Instructions for the task
Without including pictures, set down every record exactly as it stands.

Source material
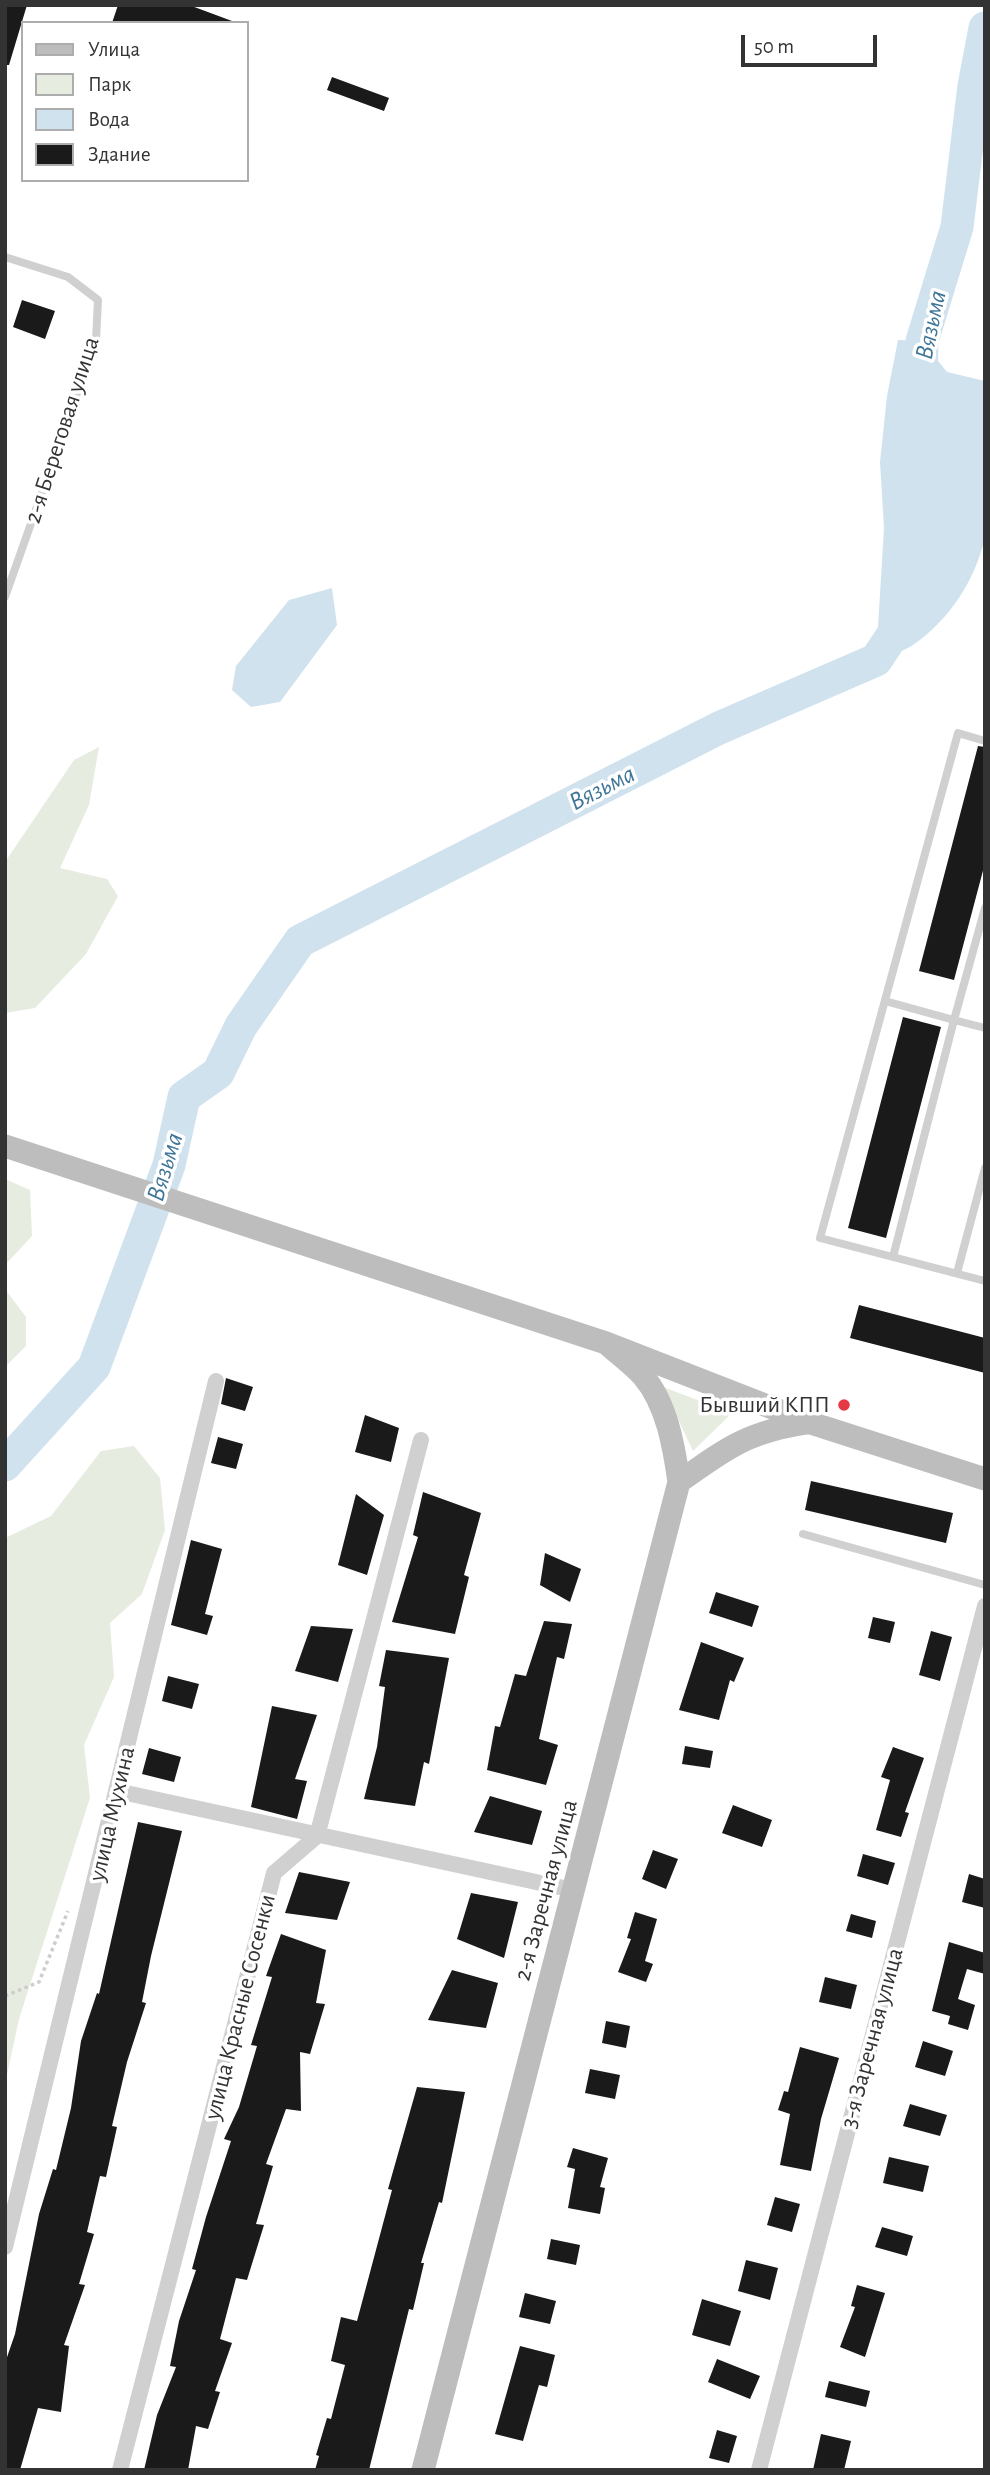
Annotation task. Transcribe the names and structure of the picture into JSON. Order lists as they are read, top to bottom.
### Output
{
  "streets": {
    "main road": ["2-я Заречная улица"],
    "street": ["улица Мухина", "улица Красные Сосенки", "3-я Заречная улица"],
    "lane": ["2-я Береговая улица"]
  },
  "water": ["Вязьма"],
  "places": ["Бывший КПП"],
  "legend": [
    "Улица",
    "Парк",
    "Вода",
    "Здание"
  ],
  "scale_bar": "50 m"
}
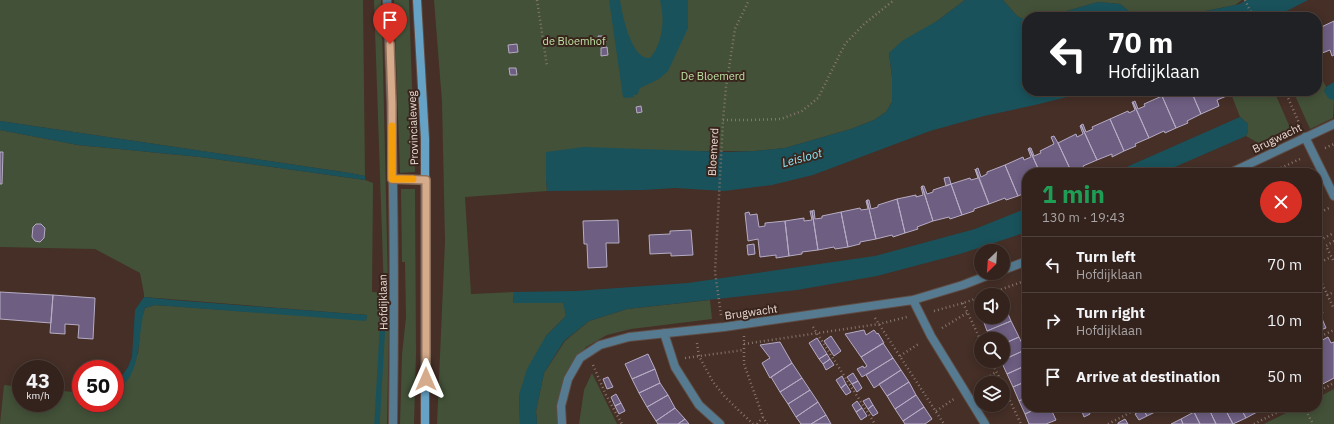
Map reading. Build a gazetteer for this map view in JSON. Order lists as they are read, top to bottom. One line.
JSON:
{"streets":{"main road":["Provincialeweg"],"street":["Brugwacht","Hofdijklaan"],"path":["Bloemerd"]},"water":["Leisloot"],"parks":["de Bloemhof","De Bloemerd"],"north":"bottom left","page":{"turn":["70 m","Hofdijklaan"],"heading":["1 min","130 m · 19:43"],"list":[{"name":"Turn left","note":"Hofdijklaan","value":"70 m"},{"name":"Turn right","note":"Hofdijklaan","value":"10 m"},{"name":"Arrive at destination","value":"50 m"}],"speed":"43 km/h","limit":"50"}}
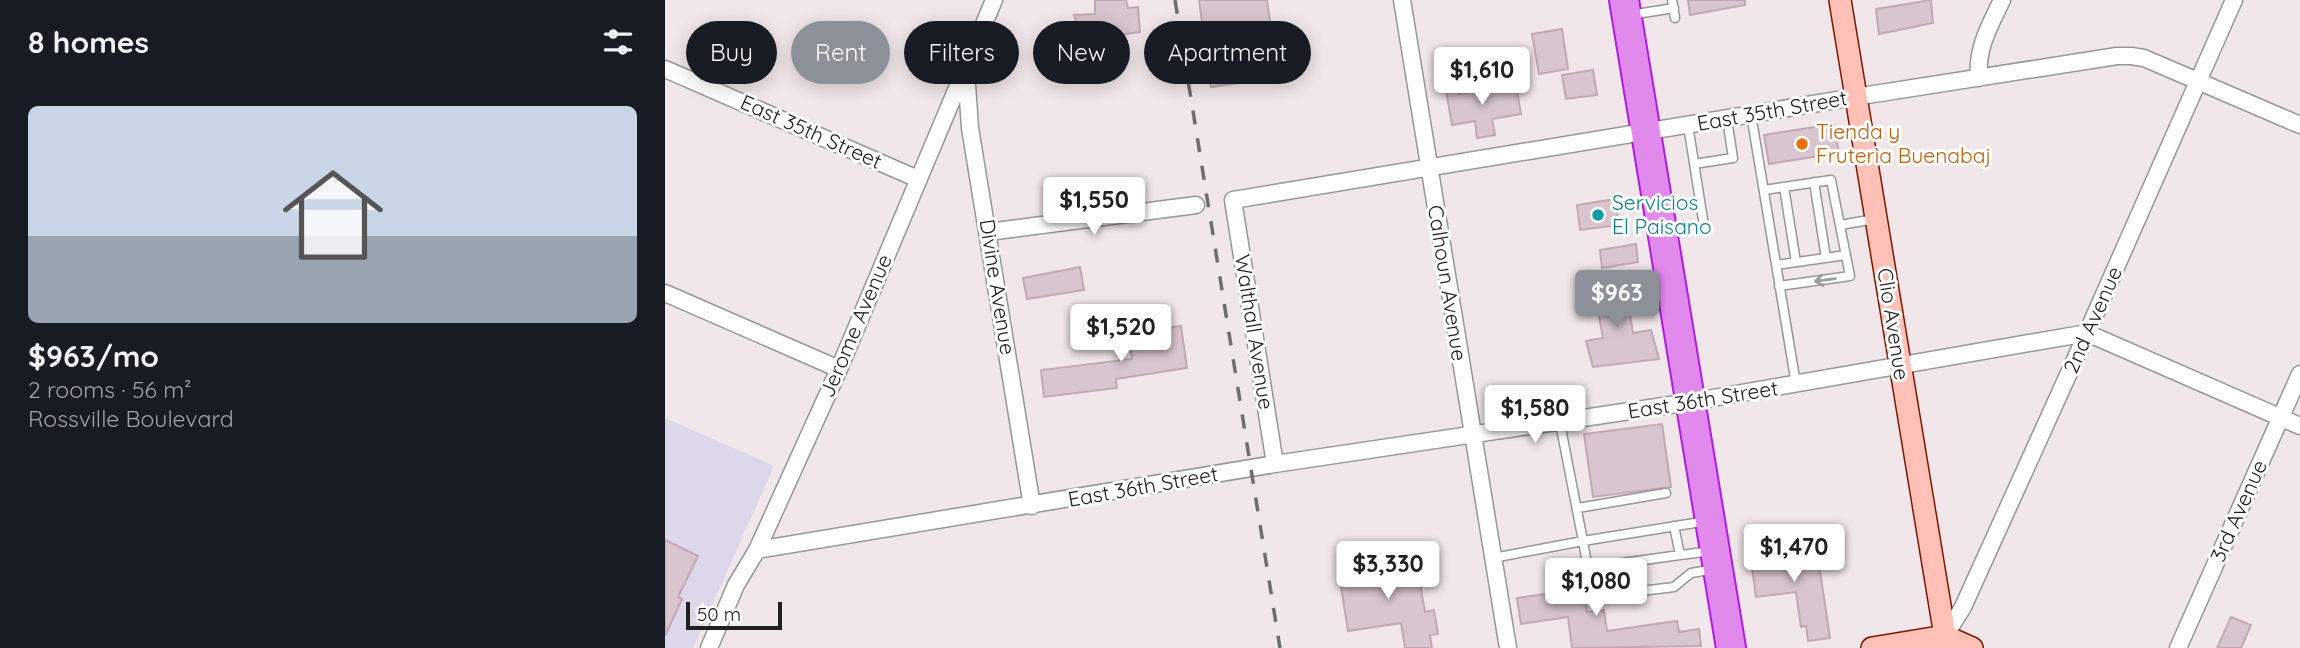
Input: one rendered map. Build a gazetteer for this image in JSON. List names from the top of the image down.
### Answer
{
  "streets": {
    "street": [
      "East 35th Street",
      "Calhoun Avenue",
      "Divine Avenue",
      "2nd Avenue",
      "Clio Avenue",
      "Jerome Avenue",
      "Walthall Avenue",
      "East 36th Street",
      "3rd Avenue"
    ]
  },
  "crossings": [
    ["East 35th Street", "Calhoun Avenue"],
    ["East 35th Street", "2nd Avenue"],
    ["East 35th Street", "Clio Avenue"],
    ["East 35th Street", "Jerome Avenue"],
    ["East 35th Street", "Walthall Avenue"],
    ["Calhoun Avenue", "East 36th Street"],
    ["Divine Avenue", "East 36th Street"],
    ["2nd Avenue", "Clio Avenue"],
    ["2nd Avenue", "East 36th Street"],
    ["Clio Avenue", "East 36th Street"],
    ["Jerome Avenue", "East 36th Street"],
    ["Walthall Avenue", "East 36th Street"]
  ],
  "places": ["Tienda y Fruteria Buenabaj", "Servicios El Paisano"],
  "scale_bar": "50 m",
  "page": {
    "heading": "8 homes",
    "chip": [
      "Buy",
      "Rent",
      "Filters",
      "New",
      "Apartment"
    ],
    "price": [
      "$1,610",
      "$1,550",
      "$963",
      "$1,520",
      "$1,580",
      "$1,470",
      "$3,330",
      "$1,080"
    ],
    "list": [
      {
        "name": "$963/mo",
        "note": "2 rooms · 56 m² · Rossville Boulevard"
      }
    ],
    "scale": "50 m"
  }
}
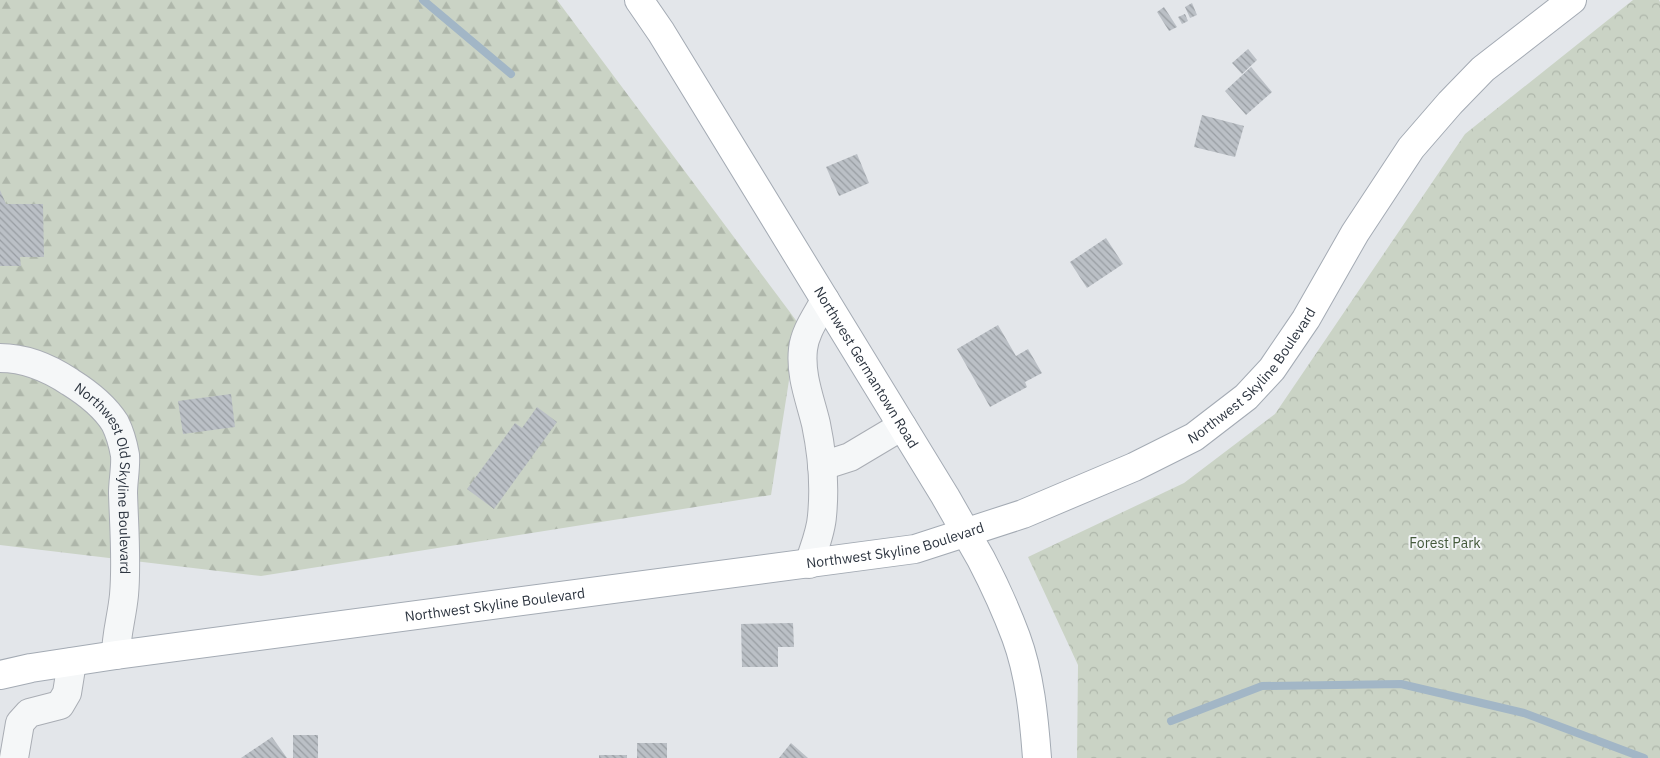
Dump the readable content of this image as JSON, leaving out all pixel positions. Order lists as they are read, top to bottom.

Written reply
Annotation task. Transcribe the names and structure of the picture into JSON. Order lists as they are read, top to bottom.
### Output
{
  "streets": {
    "main road": ["2-я Заречная улица"],
    "street": ["улица Мухина", "улица Красные Сосенки", "3-я Заречная улица"],
    "lane": ["2-я Береговая улица"]
  },
  "water": ["Вязьма"],
  "places": ["Бывший КПП"],
  "legend": [
    "Улица",
    "Парк",
    "Вода",
    "Здание"
  ],
  "scale_bar": "50 m"
}
Map reading. Build a gazetteer for this map view in JSON. Order lists as they are read, top to bottom. One line.
JSON:
{"streets":{"main road":["Provincialeweg"],"street":["Brugwacht","Hofdijklaan"],"path":["Bloemerd"]},"water":["Leisloot"],"parks":["de Bloemhof","De Bloemerd"],"north":"bottom left","page":{"turn":["70 m","Hofdijklaan"],"heading":["1 min","130 m · 19:43"],"list":[{"name":"Turn left","note":"Hofdijklaan","value":"70 m"},{"name":"Turn right","note":"Hofdijklaan","value":"10 m"},{"name":"Arrive at destination","value":"50 m"}],"speed":"43 km/h","limit":"50"}}
Input: one rendered map. Build a gazetteer for this image in JSON. List names from the top of the image down.
### Answer
{
  "streets": {
    "street": [
      "East 35th Street",
      "Calhoun Avenue",
      "Divine Avenue",
      "2nd Avenue",
      "Clio Avenue",
      "Jerome Avenue",
      "Walthall Avenue",
      "East 36th Street",
      "3rd Avenue"
    ]
  },
  "crossings": [
    ["East 35th Street", "Calhoun Avenue"],
    ["East 35th Street", "2nd Avenue"],
    ["East 35th Street", "Clio Avenue"],
    ["East 35th Street", "Jerome Avenue"],
    ["East 35th Street", "Walthall Avenue"],
    ["Calhoun Avenue", "East 36th Street"],
    ["Divine Avenue", "East 36th Street"],
    ["2nd Avenue", "Clio Avenue"],
    ["2nd Avenue", "East 36th Street"],
    ["Clio Avenue", "East 36th Street"],
    ["Jerome Avenue", "East 36th Street"],
    ["Walthall Avenue", "East 36th Street"]
  ],
  "places": ["Tienda y Fruteria Buenabaj", "Servicios El Paisano"],
  "scale_bar": "50 m",
  "page": {
    "heading": "8 homes",
    "chip": [
      "Buy",
      "Rent",
      "Filters",
      "New",
      "Apartment"
    ],
    "price": [
      "$1,610",
      "$1,550",
      "$963",
      "$1,520",
      "$1,580",
      "$1,470",
      "$3,330",
      "$1,080"
    ],
    "list": [
      {
        "name": "$963/mo",
        "note": "2 rooms · 56 m² · Rossville Boulevard"
      }
    ],
    "scale": "50 m"
  }
}
Dump the readable content of this image as JSON, leaving out all pixel positions. Order lists as they are read, top to bottom.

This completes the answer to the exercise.